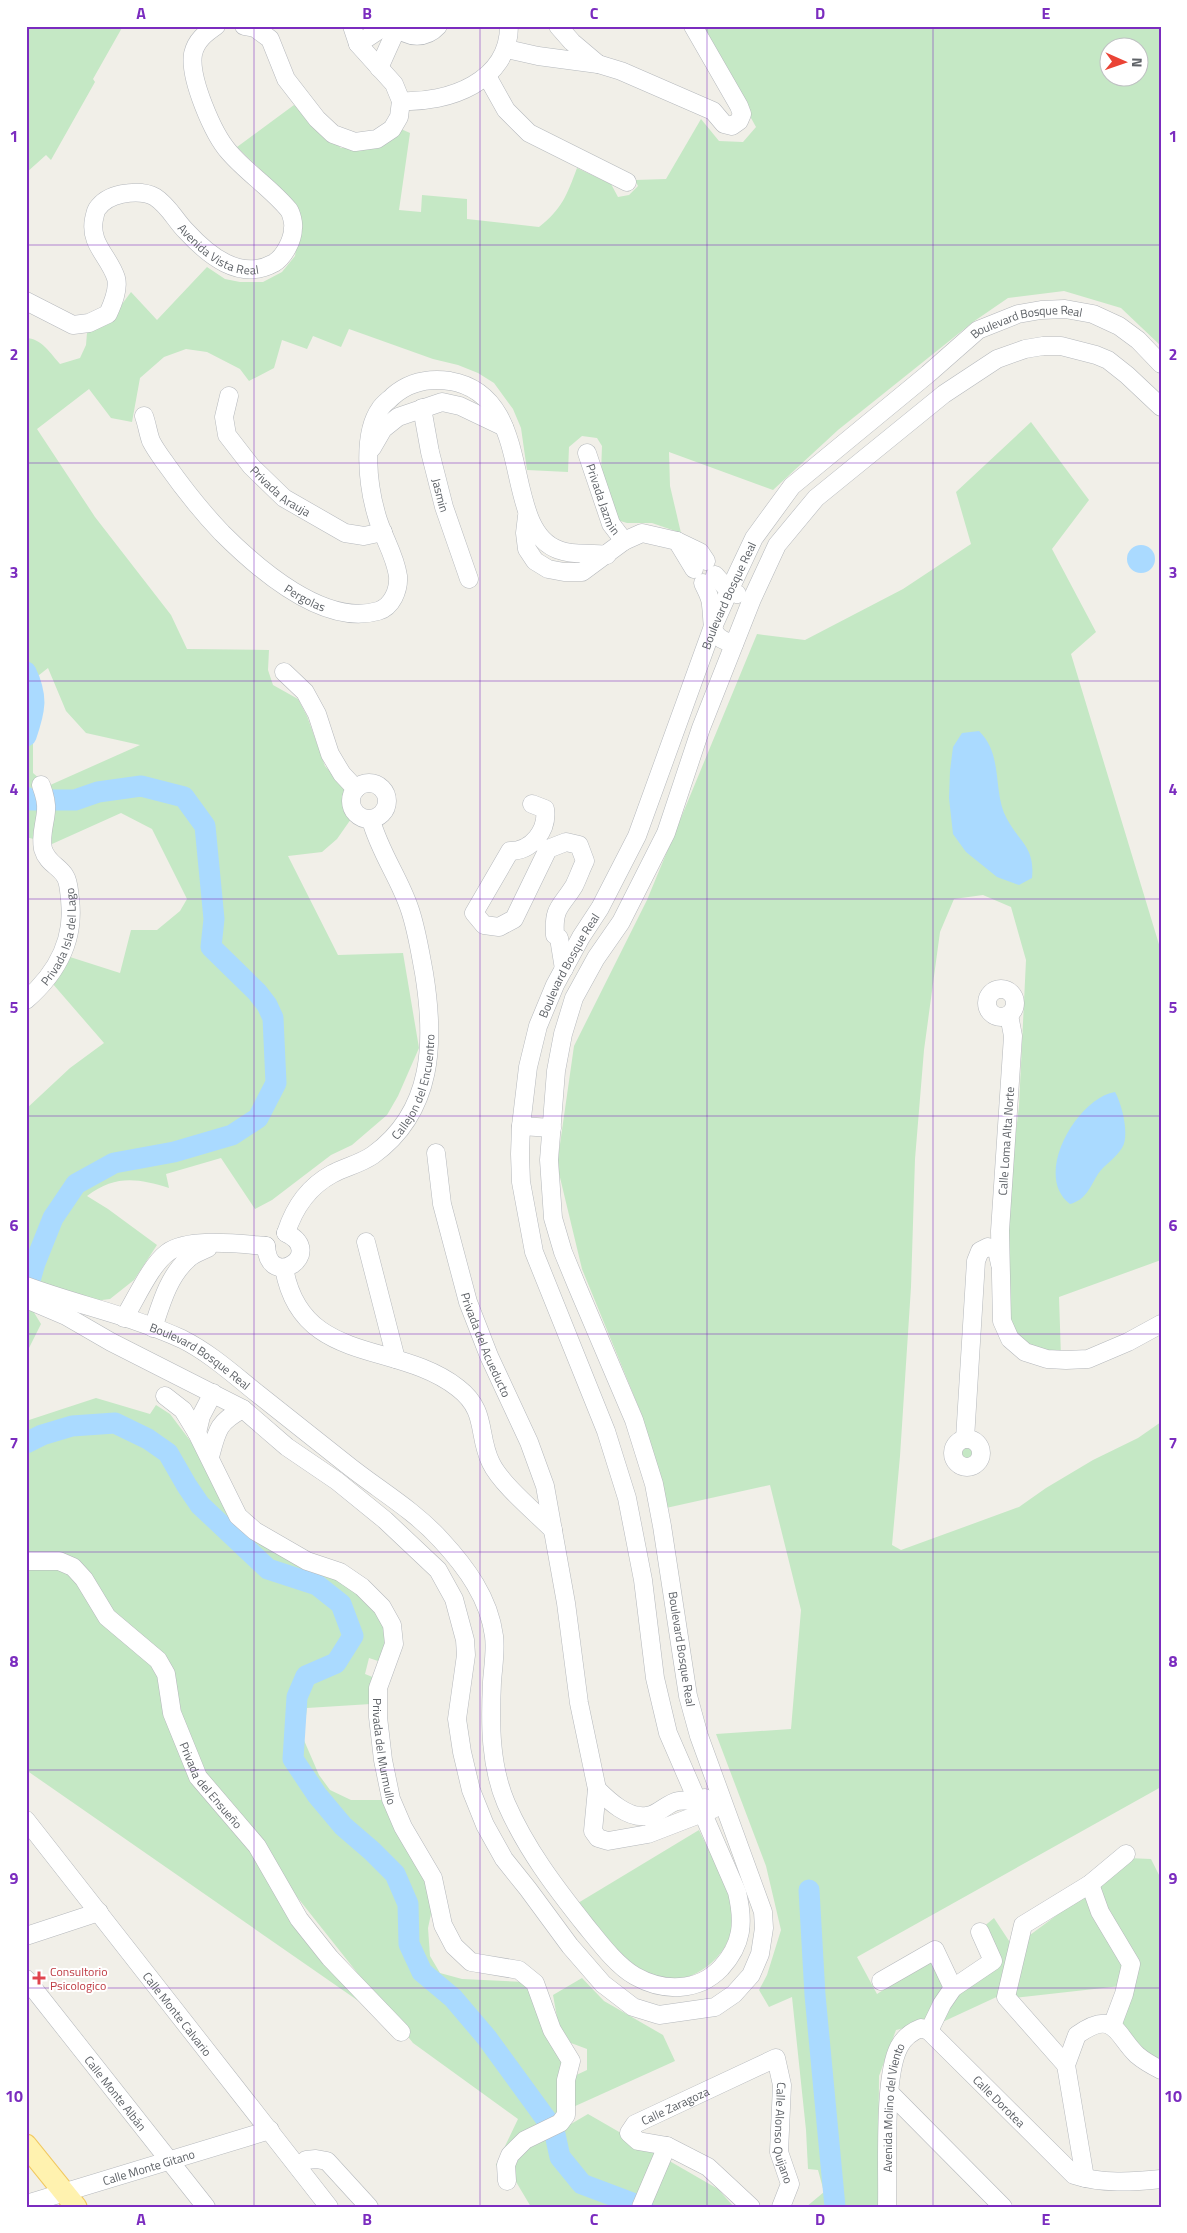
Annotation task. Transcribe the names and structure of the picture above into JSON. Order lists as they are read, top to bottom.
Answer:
{
  "streets": {
    "street": [
      "Avenida Vista Real",
      "Boulevard Bosque Real",
      "Privada Arauja",
      "Jasmin",
      "Privada Jazmin",
      "Pergolas",
      "Privada Isla del Lago",
      "Callejon del Encuentro",
      "Calle Loma Alta Norte",
      "Privada del Acueducto",
      "Privada del Murmullo",
      "Privada del Ensueño",
      "Calle Monte Calvario",
      "Calle Monte Albán",
      "Calle Dorotea",
      "Calle Zaragoza",
      "Avenida Molino del Viento",
      "Calle Alonso Quijano",
      "Calle Monte Gitano"
    ]
  },
  "crossings": [
    ["Boulevard Bosque Real", "Pergolas"],
    ["Boulevard Bosque Real", "Privada del Acueducto"],
    ["Privada Arauja", "Pergolas"],
    ["Privada Jazmin", "Pergolas"],
    ["Calle Monte Calvario", "Calle Monte Gitano"],
    ["Calle Monte Albán", "Calle Monte Gitano"],
    ["Calle Dorotea", "Avenida Molino del Viento"],
    ["Calle Zaragoza", "Calle Alonso Quijano"]
  ],
  "places": {
    "health": ["Consultorio Psicologico"]
  },
  "north": "right",
  "grid": {
    "columns": [
      "A",
      "B",
      "C",
      "D",
      "E"
    ],
    "rows": [
      "1",
      "2",
      "3",
      "4",
      "5",
      "6",
      "7",
      "8",
      "9",
      "10"
    ]
  }
}
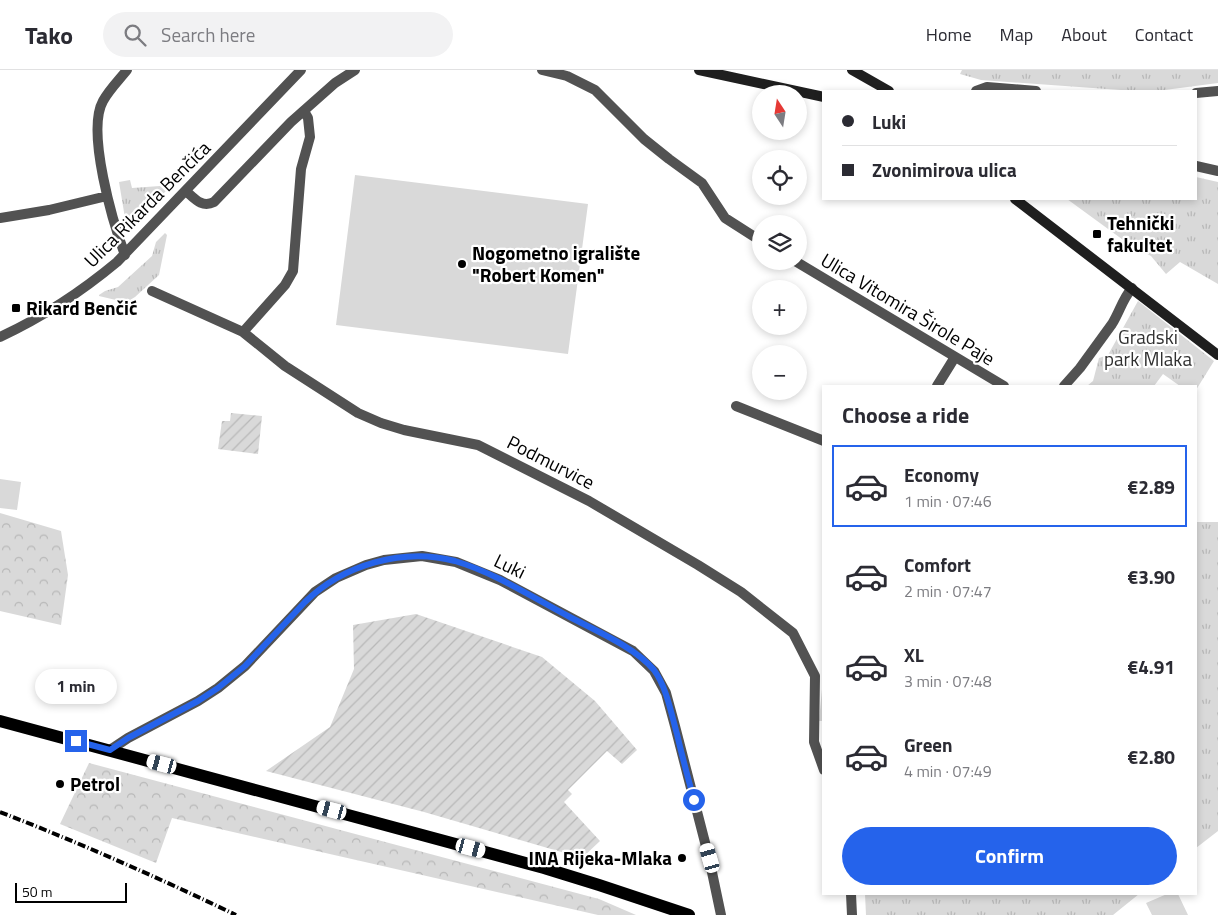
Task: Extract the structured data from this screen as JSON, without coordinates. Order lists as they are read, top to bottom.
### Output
{
  "streets": {
    "street": [
      "Ulica Rikarda Benčića",
      "Ulica Vitomira Širole Paje",
      "Podmurvice",
      "Luki"
    ]
  },
  "parks": ["Gradski park Mlaka"],
  "places": {
    "transit": ["Tehnički fakultet", "Rikard Benčić"],
    "other": ["Nogometno igralište \"Robert Komen\"", "Petrol", "INA Rijeka-Mlaka"]
  },
  "scale_bar": "50 m",
  "north": "top",
  "page": {
    "header": "Tako",
    "search": "Search here",
    "nav": [
      "Home",
      "Map",
      "About",
      "Contact"
    ],
    "map_buttons": ["+", "−"],
    "banner": ["Luki", "Zvonimirova ulica"],
    "heading": "Choose a ride",
    "list": [
      {
        "name": "Economy",
        "note": "1 min · 07:46",
        "value": "€2.89"
      },
      {
        "name": "Comfort",
        "note": "2 min · 07:47",
        "value": "€3.90"
      },
      {
        "name": "XL",
        "note": "3 min · 07:48",
        "value": "€4.91"
      },
      {
        "name": "Green",
        "note": "4 min · 07:49",
        "value": "€2.80"
      }
    ],
    "bubble": "1 min",
    "buttons": "Confirm",
    "scale": "50 m"
  }
}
━━━━━━━━━━━━━━━━
== PROBLEM DESCRIPTION ==
Find every line in the records that has the string "Monte", then state how many there are and nothing else.

== RESULT FOR THIS TASK ==
5